What is a file system dump and what it includes.
A file system dump is a file containing technical details of a partition. It can give Paragon engineers required information about the file system, possible errors, file structure and such.
It does not include any file content or other personal data stored on the disk. Although it contains names of files and folders.

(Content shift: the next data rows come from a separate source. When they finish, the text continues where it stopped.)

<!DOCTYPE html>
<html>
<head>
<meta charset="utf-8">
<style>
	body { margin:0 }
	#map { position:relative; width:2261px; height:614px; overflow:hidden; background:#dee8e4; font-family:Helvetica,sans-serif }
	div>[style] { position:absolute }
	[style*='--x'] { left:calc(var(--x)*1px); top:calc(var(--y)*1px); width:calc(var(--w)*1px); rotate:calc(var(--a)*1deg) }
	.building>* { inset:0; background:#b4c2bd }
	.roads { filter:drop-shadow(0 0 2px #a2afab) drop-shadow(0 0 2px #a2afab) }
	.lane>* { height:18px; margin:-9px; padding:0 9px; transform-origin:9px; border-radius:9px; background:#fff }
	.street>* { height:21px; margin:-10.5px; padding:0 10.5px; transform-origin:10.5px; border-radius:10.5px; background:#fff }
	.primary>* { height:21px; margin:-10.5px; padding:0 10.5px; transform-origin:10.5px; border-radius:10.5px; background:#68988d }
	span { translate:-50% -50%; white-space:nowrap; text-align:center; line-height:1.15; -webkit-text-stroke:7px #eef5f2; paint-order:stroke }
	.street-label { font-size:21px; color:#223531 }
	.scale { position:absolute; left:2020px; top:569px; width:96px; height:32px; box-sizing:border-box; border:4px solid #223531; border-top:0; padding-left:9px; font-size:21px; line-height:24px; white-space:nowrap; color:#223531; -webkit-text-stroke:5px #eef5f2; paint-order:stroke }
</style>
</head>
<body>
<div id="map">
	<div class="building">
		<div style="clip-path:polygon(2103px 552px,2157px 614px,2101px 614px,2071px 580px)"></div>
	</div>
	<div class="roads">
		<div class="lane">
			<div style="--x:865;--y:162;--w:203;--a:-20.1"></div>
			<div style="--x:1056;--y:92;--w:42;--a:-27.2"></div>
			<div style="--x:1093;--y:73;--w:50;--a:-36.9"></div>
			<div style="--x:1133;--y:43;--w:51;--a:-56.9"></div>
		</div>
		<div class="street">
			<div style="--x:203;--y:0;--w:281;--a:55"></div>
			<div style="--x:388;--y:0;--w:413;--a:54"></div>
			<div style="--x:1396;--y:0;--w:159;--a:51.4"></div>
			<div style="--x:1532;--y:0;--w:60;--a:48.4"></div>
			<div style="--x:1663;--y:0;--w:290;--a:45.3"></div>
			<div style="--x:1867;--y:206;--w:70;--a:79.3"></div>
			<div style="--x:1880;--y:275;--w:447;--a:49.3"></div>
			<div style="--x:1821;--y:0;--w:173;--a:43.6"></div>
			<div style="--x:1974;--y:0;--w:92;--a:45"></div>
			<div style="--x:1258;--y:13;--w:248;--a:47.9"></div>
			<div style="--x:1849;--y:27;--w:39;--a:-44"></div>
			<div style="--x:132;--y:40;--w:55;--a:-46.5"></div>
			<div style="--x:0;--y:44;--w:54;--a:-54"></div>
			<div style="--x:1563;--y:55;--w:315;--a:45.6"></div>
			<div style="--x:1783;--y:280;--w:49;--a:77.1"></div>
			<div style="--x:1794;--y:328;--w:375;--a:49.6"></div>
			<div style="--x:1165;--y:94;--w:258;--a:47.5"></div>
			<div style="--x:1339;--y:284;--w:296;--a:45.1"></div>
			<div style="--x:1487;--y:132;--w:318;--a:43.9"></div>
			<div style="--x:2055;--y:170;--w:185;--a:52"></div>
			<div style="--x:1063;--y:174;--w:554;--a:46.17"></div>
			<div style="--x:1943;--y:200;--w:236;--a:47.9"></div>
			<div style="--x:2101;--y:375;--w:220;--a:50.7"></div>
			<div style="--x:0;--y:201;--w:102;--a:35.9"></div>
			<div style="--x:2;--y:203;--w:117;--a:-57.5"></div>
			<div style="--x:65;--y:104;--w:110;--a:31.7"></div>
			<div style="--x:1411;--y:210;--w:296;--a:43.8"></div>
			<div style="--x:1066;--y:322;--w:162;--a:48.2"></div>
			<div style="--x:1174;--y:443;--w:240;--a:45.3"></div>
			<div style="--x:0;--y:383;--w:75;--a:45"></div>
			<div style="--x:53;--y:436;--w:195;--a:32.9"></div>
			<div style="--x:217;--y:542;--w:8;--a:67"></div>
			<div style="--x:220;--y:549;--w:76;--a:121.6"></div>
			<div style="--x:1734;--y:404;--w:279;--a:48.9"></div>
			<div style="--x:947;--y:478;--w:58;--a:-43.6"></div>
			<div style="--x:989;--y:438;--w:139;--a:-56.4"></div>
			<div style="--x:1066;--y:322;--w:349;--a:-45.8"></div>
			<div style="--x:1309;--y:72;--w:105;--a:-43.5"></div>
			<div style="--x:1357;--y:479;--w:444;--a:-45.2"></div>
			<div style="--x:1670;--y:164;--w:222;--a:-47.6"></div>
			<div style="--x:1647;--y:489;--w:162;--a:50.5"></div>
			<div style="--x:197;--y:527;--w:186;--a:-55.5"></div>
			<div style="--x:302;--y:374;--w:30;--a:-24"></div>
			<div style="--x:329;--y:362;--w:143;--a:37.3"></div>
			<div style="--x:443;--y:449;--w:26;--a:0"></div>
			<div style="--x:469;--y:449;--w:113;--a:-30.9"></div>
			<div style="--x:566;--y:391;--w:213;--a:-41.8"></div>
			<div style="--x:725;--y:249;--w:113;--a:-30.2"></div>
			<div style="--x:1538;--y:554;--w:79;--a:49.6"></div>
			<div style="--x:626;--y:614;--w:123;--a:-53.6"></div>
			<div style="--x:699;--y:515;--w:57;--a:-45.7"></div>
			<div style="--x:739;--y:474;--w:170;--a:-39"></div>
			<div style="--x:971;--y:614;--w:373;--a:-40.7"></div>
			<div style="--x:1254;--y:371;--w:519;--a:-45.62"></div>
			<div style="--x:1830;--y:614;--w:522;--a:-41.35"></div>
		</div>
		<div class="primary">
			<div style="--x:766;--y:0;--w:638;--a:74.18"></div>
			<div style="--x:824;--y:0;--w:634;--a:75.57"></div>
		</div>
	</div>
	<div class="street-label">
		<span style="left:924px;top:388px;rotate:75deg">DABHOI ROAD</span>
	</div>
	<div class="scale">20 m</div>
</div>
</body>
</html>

Please download the terminal executable from here (right click - Download linked file as...), extract the fsdump file from fsdump.zip to Desktop folder, and perform the following actions:
- Open Terminal (in Finder, navigate to Applications - Utilities - Terminal). Enter:
diskutil list
- Unmount (do not disconnect!) the disk device: type
diskutil unmount /dev/diskXsY
where "diskXsY" is the disk identifier.
If you get "Can't open "/dev/diskXsY" : Resource busy" message when running ./fsdump command, most likely the disk was still mounted, so make sure it's not.
- Navigate to Desktop folder: type
cd Desktop
- Type the following command:
Volume:sudo ./fsdump /dev/diskXsY | bzip2 > fsdump_diskXsY.bz2
Enter your password to proceed.
- The required file will appear in Desktop folder. Please ensure it's not 14 bytes in size (which means it's empty, and most likely wrong Disk/Volume was specified)
If you're still getting empty file, please copy Terminal output and send it to Support Team.
If you need to create dump of the Macintosh HD partition, please boot in recovery mode and create the dump from there.